Mentor program connects RF to inner-city students
October 12, 2006
Through the Upward Bound program, UW-River Falls faculty and students mentor, tutor and prepare inner-city students at Arlington High School in St. Paul for continuing their education at a college or university.
“Upward Bound is a trio program helping young people who live in the inner city succeed in college,” said Karwee Marshall, a junior and theatre major. “Everyone in the program goes to college.”
Every summer, students come to campus for a week-long session to attend classes and gain experience of college life, he said.
This summer’s program, a trip to Yellowstone National Park July 22-29, was a reward for participants who attended all their classes and successfully finished, Marshall said.
“It’s a reward for working hard,” he said. “They needed to have a good attitude and motivation throughout the summer.”
About 65 students and staff went on the road trip with a charter bus, beginning in River Falls and making their way to Wyoming. Along the way, the group stopped at many places, like Mount Rushmore, Sioux Falls, S.D., Devils Tower, Grand Teton National Park and Jackson Hole.
“It was like being on tour,” Marshall said. “By the time we all got back, we were all exhausted.”
Every night, the group stayed in hotels in various cities on the way to Yellowstone, said Mai Chang, a senior and social work major.
Marshall said it was his first time going on a trip like this one, similar to many of the high school students.
“I never thought in my life I would go to Yellowstone,” he said. “If I wasn’t involved with Upward Bound I would have never been to Yellowstone.”
Chang also said she had never been to the national park.
“It was such a great opportunity and a lifetime experience,” Chang said. “Overall, I loved it.”
The trip gave the students a different experience outside their normal environment, Marshall said.
It was a once-in-a-lifetime trip for some of the students from Arlington High School.
The program allows the less fortunate to have the potential to be put to their maximum, Chang said.

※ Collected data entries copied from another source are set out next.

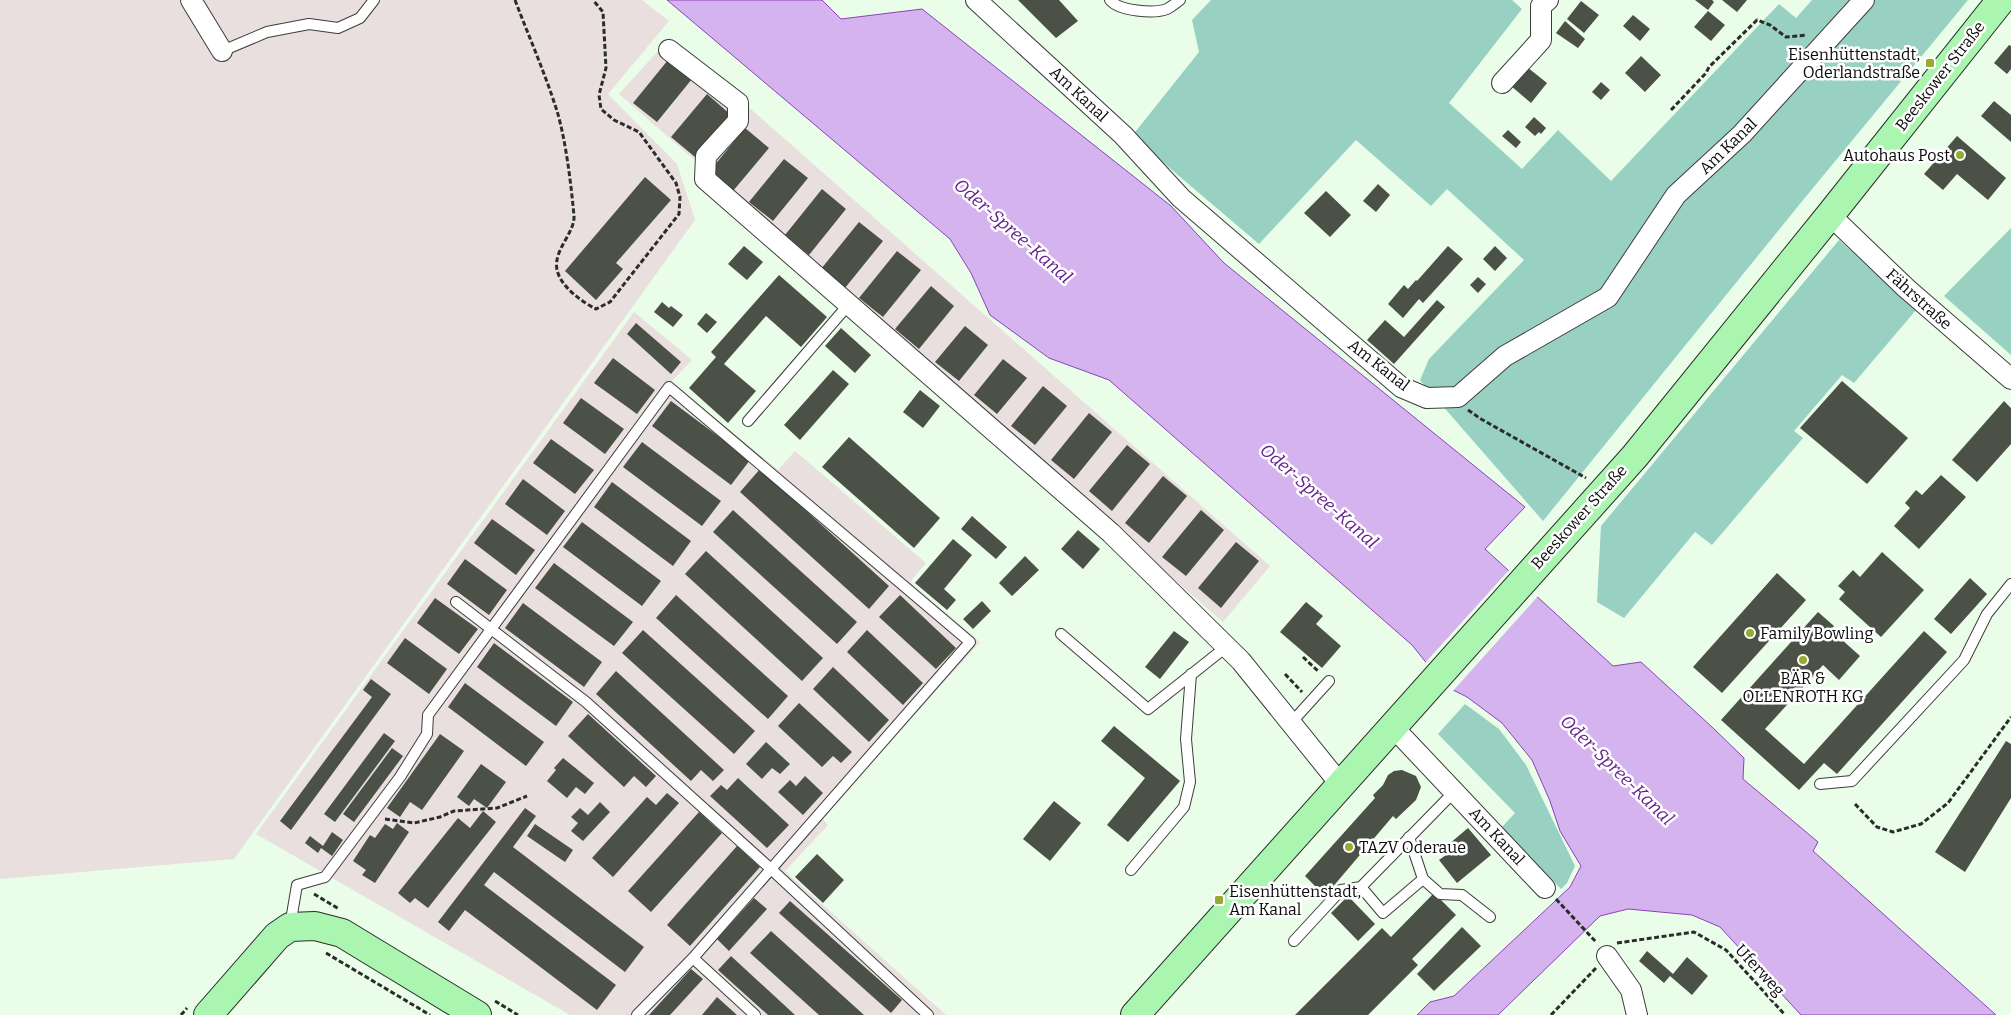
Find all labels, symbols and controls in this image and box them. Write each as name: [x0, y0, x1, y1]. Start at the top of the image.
street label: Beeskower Straße: [1891, 17, 1989, 135]
place label: Eisenhüttenstadt, Oderlandstraße: [1788, 45, 1920, 82]
marker: Eisenhüttenstadt, Oderlandstraße: [1924, 57, 1936, 69]
street label: Am Kanal: [1046, 62, 1112, 126]
street label: Am Kanal: [1695, 114, 1761, 178]
place label: Autohaus Post: [1843, 146, 1950, 165]
marker: Autohaus Post: [1954, 149, 1966, 161]
water label: Oder-Spree-Kanal: [950, 174, 1076, 288]
street label: Fährstraße: [1882, 265, 1956, 333]
street label: Am Kanal: [1345, 335, 1414, 395]
water label: Oder-Spree-Kanal: [1256, 439, 1382, 553]
street label: Beeskower Straße: [1527, 461, 1631, 573]
place label: Family Bowling: [1760, 624, 1874, 643]
marker: Family Bowling: [1744, 627, 1756, 639]
marker: BÄR & OLLENROTH KG: [1797, 654, 1809, 666]
place label: BÄR & OLLENROTH KG: [1742, 669, 1864, 706]
water label: Oder-Spree-Kanal: [1556, 710, 1678, 830]
street label: Am Kanal: [1465, 803, 1529, 869]
place label: TAZV Oderaue: [1359, 838, 1466, 857]
marker: TAZV Oderaue: [1343, 841, 1355, 853]
place label: Eisenhüttenstadt, Am Kanal: [1229, 882, 1361, 919]
marker: Eisenhüttenstadt, Am Kanal: [1213, 894, 1225, 906]
street label: Uferweg: [1731, 940, 1789, 1000]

“I have been through a lot,” said Marshall, who grew up outside of Baltimore and moved to Brooklyn Park, Minn. “I had a lot of people put me in the right path; I can relate to everything they go through.”
The opportunity to travel to Yellowstone was a bonding experience for everyone involved, including the UW-RF and high school students and staff, Marshall said.
“There were more connections between the people with being on the road for a week,” he said.
Not only did the high school students get an experience of a lifetime, but Marshall said he especially enjoyed to hear them talk about the trip, excited and overwhelmed by all the sights along the way.
“It was a blast,” he said. “The most fascinating thing was the nature; it shows you that as an inner-city kid, anything is possible.”
The group hiked, kayaked and simply enjoyed the scenery around them, Marshall said.
“You are never too tough or too manly to think this stuff up close is beautiful,” he said. “It’s something to say ‘I am glad I came.’”
Upward Bound is a multicultural program that brings together different experiences and personalities, Marshall said. The program helps juniors and seniors at Arlington High School study for the SAT test, and fill out financial aid forms, Marshall said.
“It is a critical time for them,” he said. “When it comes to June, they are ready to graduate.”
For the graduates at Arlington High School, many of them are first-generation college students, so Upward Bound is there to help each of them get to college and achieve, Marshall said.
During a regular school year, juniors and seniors from the high school attend college visits to Minnesota and Wisconsin schools with staff members from the program, Chang said.
“It is a experience you just take that is outside your normal environment,” he said. “With Upward Bound, there is no boundaries.”